Apple also has all that fast flash to swap to. I never notice when I'm swapping. Even a Neo has fast enough flash to handle a little swap, as a treat.
This makes me wonder when we'll start trading memory on the commodities markets.
If Tim Apple can't beg China for more while in Beijing then I guess they need to port SoftRAM 95 to OSX.
Their best strategy is to buy Micron Semiconductor 12 months ago with cash equivalents on hand, for $106 billion.

No brainer. Best move they will ever did.

My Guess

* Absorb the impact by some margin * Slash base models (which they are already doing) * Efficient software - So, end user experience is not affected. * Direct Price hike always be an option.

I think it's kind of inevitable for somebody to take up a RAM factory to sell for normal consumers and brands even if it means less profit the sales would be much bigger. The question is if somebody is kind enough to do so.
Just a thought - stop bloody soldering the RAM and the SSDs. That partially transfers the burden on to the customers and makes their product more repairable ... Mac Minis (with un-soldered RAM and HDD / SSDs) used to be sold with minimum 4 GB RAM, if I remember right).
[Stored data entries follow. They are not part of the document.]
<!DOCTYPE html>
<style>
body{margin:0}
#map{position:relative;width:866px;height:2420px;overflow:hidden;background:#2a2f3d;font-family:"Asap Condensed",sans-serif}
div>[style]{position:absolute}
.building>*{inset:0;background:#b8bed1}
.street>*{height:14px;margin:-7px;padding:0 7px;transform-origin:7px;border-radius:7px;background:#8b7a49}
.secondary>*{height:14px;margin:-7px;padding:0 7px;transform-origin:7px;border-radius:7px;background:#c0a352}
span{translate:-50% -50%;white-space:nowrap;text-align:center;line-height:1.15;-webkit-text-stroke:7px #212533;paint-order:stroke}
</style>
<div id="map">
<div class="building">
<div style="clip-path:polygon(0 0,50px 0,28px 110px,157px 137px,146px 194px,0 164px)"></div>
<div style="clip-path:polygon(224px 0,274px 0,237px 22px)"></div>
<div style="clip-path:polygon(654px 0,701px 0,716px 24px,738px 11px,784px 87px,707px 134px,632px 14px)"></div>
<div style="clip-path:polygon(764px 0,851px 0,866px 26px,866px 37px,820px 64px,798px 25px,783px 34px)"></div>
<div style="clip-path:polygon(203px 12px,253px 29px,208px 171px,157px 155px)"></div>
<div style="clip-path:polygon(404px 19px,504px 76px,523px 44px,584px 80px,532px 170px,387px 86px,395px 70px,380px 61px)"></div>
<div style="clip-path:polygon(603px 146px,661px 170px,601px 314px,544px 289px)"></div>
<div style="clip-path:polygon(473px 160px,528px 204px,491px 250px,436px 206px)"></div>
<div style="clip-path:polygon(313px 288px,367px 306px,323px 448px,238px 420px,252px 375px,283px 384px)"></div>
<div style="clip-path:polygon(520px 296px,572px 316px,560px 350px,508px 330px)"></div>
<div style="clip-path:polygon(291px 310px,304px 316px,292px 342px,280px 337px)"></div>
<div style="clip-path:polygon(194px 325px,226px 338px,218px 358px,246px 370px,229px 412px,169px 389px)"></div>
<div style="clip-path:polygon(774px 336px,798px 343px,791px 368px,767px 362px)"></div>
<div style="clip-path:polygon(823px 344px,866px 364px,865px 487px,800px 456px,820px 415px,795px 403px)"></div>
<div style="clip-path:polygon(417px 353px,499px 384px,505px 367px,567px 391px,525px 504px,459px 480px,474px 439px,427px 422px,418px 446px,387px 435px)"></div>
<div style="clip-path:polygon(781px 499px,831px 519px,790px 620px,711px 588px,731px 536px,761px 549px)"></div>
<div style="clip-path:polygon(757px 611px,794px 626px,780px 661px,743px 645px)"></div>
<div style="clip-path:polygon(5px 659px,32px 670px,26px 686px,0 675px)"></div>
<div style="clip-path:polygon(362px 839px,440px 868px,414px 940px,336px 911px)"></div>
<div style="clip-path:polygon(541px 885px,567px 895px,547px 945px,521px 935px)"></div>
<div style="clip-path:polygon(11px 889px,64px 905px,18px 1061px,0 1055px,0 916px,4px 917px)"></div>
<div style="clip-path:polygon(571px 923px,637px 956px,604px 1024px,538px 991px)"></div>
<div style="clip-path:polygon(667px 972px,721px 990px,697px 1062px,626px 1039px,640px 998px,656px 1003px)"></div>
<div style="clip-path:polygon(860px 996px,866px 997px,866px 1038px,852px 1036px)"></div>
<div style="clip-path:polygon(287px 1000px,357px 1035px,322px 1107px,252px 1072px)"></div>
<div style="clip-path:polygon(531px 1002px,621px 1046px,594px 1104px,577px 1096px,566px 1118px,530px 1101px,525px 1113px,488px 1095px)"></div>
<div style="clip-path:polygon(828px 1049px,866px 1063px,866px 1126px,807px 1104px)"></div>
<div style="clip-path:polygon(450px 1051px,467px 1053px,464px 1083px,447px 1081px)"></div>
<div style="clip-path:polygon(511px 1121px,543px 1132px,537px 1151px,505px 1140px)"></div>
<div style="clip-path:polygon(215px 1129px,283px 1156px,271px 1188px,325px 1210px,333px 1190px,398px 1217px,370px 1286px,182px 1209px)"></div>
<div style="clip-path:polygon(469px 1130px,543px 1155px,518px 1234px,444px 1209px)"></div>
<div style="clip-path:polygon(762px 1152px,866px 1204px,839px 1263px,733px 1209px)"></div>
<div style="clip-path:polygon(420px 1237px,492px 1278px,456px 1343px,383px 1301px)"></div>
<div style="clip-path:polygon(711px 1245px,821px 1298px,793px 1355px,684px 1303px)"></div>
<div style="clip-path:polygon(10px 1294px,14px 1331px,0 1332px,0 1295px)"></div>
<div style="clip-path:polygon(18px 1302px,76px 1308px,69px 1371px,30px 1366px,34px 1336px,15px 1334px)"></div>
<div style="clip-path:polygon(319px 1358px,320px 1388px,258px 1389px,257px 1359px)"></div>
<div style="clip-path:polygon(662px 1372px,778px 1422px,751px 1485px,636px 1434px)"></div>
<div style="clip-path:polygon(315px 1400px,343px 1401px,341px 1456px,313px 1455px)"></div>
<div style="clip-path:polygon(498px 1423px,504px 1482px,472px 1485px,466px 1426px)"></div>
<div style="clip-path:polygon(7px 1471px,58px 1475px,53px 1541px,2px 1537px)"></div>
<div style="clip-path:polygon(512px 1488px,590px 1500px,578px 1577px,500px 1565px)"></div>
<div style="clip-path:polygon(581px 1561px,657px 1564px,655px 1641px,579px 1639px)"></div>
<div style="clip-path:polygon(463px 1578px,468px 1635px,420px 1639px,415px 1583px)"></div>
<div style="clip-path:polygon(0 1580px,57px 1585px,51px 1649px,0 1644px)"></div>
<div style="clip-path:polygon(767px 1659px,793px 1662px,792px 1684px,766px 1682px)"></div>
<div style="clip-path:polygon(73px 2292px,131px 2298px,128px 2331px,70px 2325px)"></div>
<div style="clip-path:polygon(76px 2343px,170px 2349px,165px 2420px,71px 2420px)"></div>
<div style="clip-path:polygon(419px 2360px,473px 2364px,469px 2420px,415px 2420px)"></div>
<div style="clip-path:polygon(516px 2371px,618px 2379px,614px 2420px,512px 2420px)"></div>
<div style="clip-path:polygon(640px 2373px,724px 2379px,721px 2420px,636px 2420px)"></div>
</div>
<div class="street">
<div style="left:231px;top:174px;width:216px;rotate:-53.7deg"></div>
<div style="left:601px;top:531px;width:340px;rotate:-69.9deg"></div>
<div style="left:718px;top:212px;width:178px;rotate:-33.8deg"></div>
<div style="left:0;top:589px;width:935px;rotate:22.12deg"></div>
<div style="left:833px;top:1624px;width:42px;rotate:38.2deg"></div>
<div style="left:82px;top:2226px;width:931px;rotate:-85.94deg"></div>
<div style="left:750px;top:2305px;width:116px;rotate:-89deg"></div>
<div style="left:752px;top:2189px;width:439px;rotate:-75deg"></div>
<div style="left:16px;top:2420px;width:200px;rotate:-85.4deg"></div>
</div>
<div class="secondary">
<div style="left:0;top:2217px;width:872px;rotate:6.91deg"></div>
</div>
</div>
This, way, you can still sell devices with lower RAM, and customers can upgrade in the future when supply increases.
The thing is why do they have to do so? In terms of bargaining power, Apple has the best position comparing to other cell phone/ iPad/ PC vendors. Their software are way more memory efficient than the competitors (like Windows 11 with all the bloated Electron/ Webview2 wrappers).
Bloated Electron / WebView wrappers also tout the feature of running on macOS - and many are forced to use such apps on the mac too ... what then? Apple deciding how much RAM is "enough" for you is based on the use case it has decided for each category of the device. If that isn't sufficient for you, you are supposed to buy the more "premium" edition, even if your use case for that is rare. Imagine if you suddenly need more RAM for a popular app 2 years down the line but you can't really do anything on a Mac now a days because the RAM is soldered and fixed. Buying upgrade-able RAM is obviously much cheaper, and much better for the environment, than buying a whole new device.
I am just sadden to see this question constantly being floated. Someday Apple will make their own memory, own chip, own Fab. It makes zero sense for them to do so. People don't seems to realise how commodity works. When price is high everyone is saying it is a cartel. When they are losing money they say it is tough luck.
Apple can deal with the memory shortage in the same way they dealt with Intel saying no to building a processor for the iPhone the Apple Silicon design group can certainly do what’s necessary in house to design memory and SSD’s in house, and since Apple saved money on not participating in the AI data-center fiasco money won’t be a problem.

Apple can team up with TSMC to build some type of memory fab in the United States may take three years? Prineville, Oregon looks good close enough to water and Micron who won’t need many people once the Chinese use this memory crisis to take over the worldwide memory market…

https://en.wikipedia.org/wiki/TSMC_Arizona TSMC announced the Arizona Fab in 2020 they won’t have the final build out until 2029 for the 2nm (Build in house go around)

Memory optimization is incredibly low hanging fruit. We have been so spoiled with the abundance of memory.

There is just so much code out there that does not manage object life cycles well (over allocation, leaks, etc.), encodes data in text rather than binary representation.

The move to static binaries over dynamic libraries, applications that run web engines underneath rather than cleaner UIs.

I hope the memory shortage will encourage us to focus on efficiency again.